**WORK REQUIRED**:
Tally the lines below that contain the word "evenodd". Only the number should be returned.

**DATA PROVIDED**:

┌──

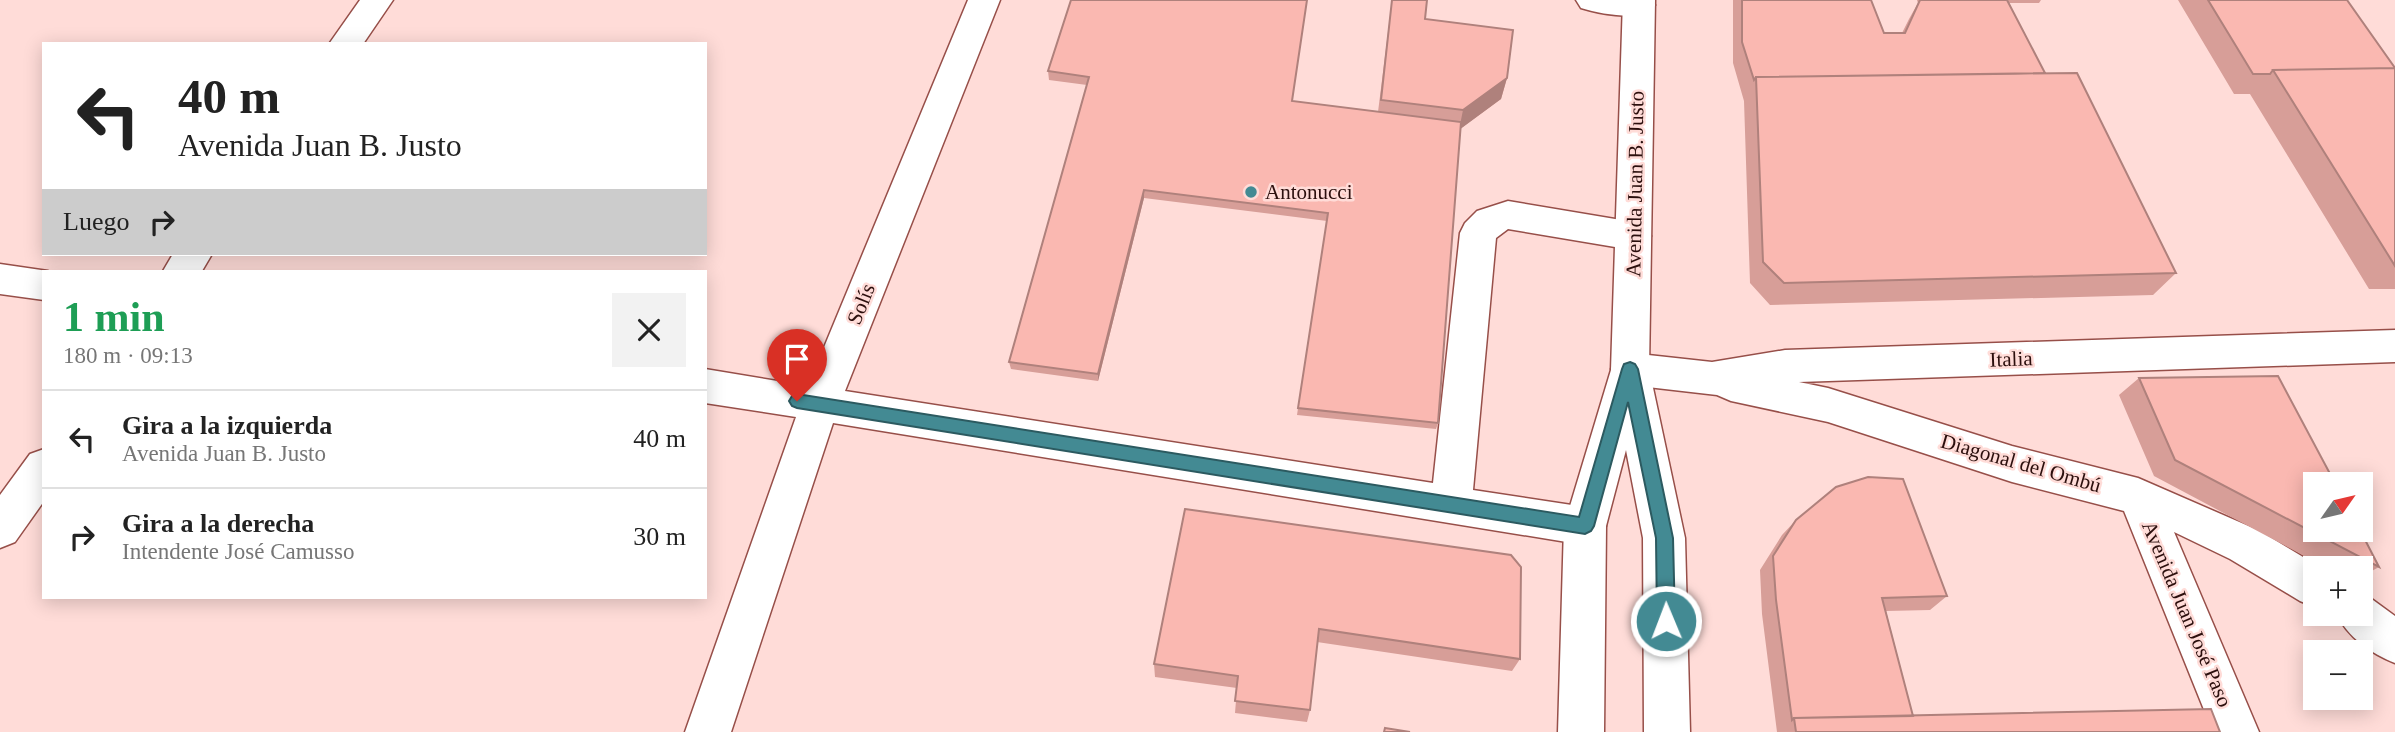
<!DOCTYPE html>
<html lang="es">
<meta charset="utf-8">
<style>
body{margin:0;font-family:Georgia,serif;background:#f2f2f2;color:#222;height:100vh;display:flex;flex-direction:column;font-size:26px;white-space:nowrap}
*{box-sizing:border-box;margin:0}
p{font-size:23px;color:#767676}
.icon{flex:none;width:38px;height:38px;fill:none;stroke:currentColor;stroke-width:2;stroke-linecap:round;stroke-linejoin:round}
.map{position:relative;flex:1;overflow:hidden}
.panel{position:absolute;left:42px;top:270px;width:665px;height:329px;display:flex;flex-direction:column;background:#fff;border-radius:0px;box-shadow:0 4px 18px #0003}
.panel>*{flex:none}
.guide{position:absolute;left:42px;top:42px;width:665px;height:214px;border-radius:0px;box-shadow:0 4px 18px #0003;background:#fff;color:#222;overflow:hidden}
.needle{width:46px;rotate:56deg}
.buttons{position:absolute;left:2303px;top:472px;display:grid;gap:14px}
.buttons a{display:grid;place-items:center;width:70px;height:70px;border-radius:0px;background:#fff;box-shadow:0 4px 18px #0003;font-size:35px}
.pin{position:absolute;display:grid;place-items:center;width:60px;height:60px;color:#fff;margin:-72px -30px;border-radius:50% 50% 50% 0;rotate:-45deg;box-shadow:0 0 7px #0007}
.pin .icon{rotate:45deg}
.me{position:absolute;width:77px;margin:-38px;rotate:359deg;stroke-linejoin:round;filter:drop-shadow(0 0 5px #0008)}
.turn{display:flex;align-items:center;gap:24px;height:147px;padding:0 21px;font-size:32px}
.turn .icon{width:91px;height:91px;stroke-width:2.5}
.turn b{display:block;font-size:49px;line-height:60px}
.then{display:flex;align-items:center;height:66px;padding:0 21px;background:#0003;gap:14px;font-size:26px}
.round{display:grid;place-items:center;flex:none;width:74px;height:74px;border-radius:0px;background:#f2f2f2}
.headline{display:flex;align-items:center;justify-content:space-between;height:119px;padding:0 21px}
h1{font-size:42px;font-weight:700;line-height:52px;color:#1e9e55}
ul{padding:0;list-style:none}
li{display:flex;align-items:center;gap:21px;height:98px;padding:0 21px;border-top:2px solid #e0e0e0}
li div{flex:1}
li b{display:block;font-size:26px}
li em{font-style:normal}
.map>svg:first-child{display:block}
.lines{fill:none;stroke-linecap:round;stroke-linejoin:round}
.minor-casing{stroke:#974f49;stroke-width:3}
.major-casing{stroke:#974f49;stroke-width:3}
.minor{fill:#fff;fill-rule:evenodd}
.major{fill:#fff;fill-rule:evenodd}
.wall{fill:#d79e98}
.shaded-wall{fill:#af817c}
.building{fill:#fab8b1;stroke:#af817c;stroke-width:2}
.route{fill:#438a93;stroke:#2c5a60;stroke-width:2}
.poi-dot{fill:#438a93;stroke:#ffdcd8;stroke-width:2.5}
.labels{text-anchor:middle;stroke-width:5;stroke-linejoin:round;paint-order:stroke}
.street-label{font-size:21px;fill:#2c0f0d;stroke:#ffdcd8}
.poi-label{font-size:21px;fill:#2c0f0d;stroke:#ffdcd8;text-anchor:start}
</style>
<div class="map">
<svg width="2395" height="732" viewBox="0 0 2395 732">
<rect width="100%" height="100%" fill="#ffdcd8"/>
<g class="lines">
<g class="minor-casing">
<path id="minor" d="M 360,0 L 393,0 L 363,44 L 329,44 Z
M 968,0 L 1000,0 L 845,391 L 1433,483 L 1460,233 L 1465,223 L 1477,211 L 1508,201 L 1633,222 L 1646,226 L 1651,236 L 1646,246 L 1633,250 L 1508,229 L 1496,238 L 1473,490 L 1585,507 L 1600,513 L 1606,526 L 1600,539 L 1585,545 L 833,423 L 731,732 L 685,732 L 796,417 L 705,403 L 705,369 L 808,386 Z
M 1576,0 L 1652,0 L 1655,5 L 1650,13 C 1630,19 1601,14 1581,8 Z
M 173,254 L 212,254 L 202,271 L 163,271 Z
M 0,264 L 48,271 L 44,271 L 44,300 L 0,294 Z
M 2395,330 L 2395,362 L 1799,382 L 1828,388 L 2012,446 L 2138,478 L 2260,531 L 2323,569 L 2315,569 L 2315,607 L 2300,601 L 2230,559 L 2174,532 L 2259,732 L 2213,732 L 2124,511 L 2012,482 L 1828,422 L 1731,401 L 1717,395 L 1630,385 L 1616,381 L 1611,369 L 1616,357 L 1630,353 L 1712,362 L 1785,350 Z
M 44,449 L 44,501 L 15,542 L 0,548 L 0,495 L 30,454 Z
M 2361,595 L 2373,600 L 2395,616 L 2395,663 C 2372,654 2347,637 2337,614 L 2361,614 Z"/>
</g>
<g class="major-casing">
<path id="major" d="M 1623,0 L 1655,0 L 1649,369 L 1685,538 L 1690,732 L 1644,732 L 1643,538 L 1626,450 L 1606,526 L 1604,732 L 1558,732 L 1564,526 L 1611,370 Z"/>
</g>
<use href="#minor" class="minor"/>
<use href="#major" class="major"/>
</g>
<path class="wall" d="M 1392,0 L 1425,19 L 1507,78 L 1501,99 L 1460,129 L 1438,423 L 1436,429 L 1297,415 L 1327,221 L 1144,198 L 1098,381 L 1011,369 L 1009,362 L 1087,85 L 1049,80 L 1048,71 L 1378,112 Z
M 1733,0 L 1871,0 L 1884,33 L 1902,33 L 1909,19 L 1918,3 L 1917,0 L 2041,0 L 2039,3 L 2009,3 L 2045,73 L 2176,273 L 2153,295 L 1770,305 L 1750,283 L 1744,101 L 1733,63 Z
M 2178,0 L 2347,0 L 2395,67 L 2395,289 L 2369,289 L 2250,94 L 2234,94 Z
M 2139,378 L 2379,567 L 2361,577 L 2361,569 L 2329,569 L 2154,476 L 2119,395 Z
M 1185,509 L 1520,659 L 1512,671 L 1317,642 L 1310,710 L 1307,722 L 1235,713 L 1237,688 L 1155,677 L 1154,664 Z
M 1796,520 L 1947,596 L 1930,610 L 1886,611 L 1913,716 L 2220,732 L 1777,732 L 1762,614 L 1760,570 L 1782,535 Z"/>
<path class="shaded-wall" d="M 1507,78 L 1501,99 L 1459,130 L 1463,110 Z
M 1144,190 L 1144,198 L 1098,381 L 1098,374 Z"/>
<path class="building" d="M 1071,0 L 1307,0 L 1292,101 L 1461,122 L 1438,423 L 1298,408 L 1328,213 L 1144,190 L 1098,374 L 1009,362 L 1089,77 L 1048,71 Z
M 1392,0 L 1427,0 L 1425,19 L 1513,30 L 1507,78 L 1463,110 L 1381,100 Z
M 1742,0 L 1871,0 L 1884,33 L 1905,33 L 1920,0 L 2007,0 L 2045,73 L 1756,77 L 1754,80 L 1742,42 Z
M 2208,0 L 2347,0 L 2395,68 L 2273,70 L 2270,74 L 2253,74 Z
M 2395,68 L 2395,266 L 2273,70 Z
M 2077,73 L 2176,273 L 1784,283 L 1763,262 L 1756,77 Z
M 2278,376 L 2336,485 L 2315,485 L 2315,530 L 2360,530 L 2379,567 L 2175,460 L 2139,378 Z
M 1868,477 L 1903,479 L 1947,596 L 1882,598 L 1913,716 L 1794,718 L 1792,720 L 1776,600 L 1773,556 L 1796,520 L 1836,487 Z
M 1185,509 L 1511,555 L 1521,567 L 1520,659 L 1319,629 L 1310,710 L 1235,701 L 1238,676 L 1154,664 Z
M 2211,709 L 2220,732 L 1796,732 L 1794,718 Z
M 1385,728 L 1410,732 L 1384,732 Z"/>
<path class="route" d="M 1630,362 L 1635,364 L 1638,369 L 1673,538 L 1675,621 L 1672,627 L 1666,630 L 1659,627 L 1657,621 L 1656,538 L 1628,402 L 1594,526 L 1591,531 L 1585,534 L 797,408 L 792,406 L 789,401 L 792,396 L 797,394 L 1579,517 L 1622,369 L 1624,364 Z"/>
<circle class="poi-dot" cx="1251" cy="192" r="7"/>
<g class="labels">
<g class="street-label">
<text transform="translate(1635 184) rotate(-89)" y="7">Avenida Juan B. Justo</text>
<text transform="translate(861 304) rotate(-68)" y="7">Solís</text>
<text transform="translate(2011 359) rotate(-2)" y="7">Italia</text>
<text transform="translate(2021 463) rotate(16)" y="7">Diagonal del Ombú</text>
<text transform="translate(2187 614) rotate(67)" y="7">Avenida Juan José Paso</text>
</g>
<g class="poi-label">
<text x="1265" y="199">Antonucci</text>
</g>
</g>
</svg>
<div class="buttons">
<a><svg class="needle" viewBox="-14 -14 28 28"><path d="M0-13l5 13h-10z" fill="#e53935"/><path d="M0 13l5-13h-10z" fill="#767676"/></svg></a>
<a>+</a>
<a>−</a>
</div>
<div class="pin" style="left:797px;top:401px;background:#d93025"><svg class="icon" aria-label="arrive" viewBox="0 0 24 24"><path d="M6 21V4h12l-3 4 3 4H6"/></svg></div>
<svg class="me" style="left:1666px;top:621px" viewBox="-20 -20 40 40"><circle r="17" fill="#438a93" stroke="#fff" stroke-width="3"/><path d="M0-11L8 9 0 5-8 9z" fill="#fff"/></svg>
<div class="guide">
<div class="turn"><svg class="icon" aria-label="left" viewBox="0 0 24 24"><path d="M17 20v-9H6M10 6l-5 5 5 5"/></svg><div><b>40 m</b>Avenida Juan B. Justo</div></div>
<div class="then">Luego<svg class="icon" aria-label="right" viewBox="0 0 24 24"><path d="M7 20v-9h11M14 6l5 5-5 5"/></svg></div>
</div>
<section class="panel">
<div class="headline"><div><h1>1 min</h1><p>180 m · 09:13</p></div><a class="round"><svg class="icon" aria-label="close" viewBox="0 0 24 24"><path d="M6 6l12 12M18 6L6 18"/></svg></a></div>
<ul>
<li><svg class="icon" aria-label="left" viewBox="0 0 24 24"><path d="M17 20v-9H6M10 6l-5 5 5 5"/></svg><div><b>Gira a la izquierda</b><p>Avenida Juan B. Justo</p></div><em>40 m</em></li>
<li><svg class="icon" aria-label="right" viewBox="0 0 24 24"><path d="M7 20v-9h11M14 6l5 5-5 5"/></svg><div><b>Gira a la derecha</b><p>Intendente José Camusso</p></div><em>30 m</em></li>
</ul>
</section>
</div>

└──

**ANSWER TO THE EXERCISE**:
2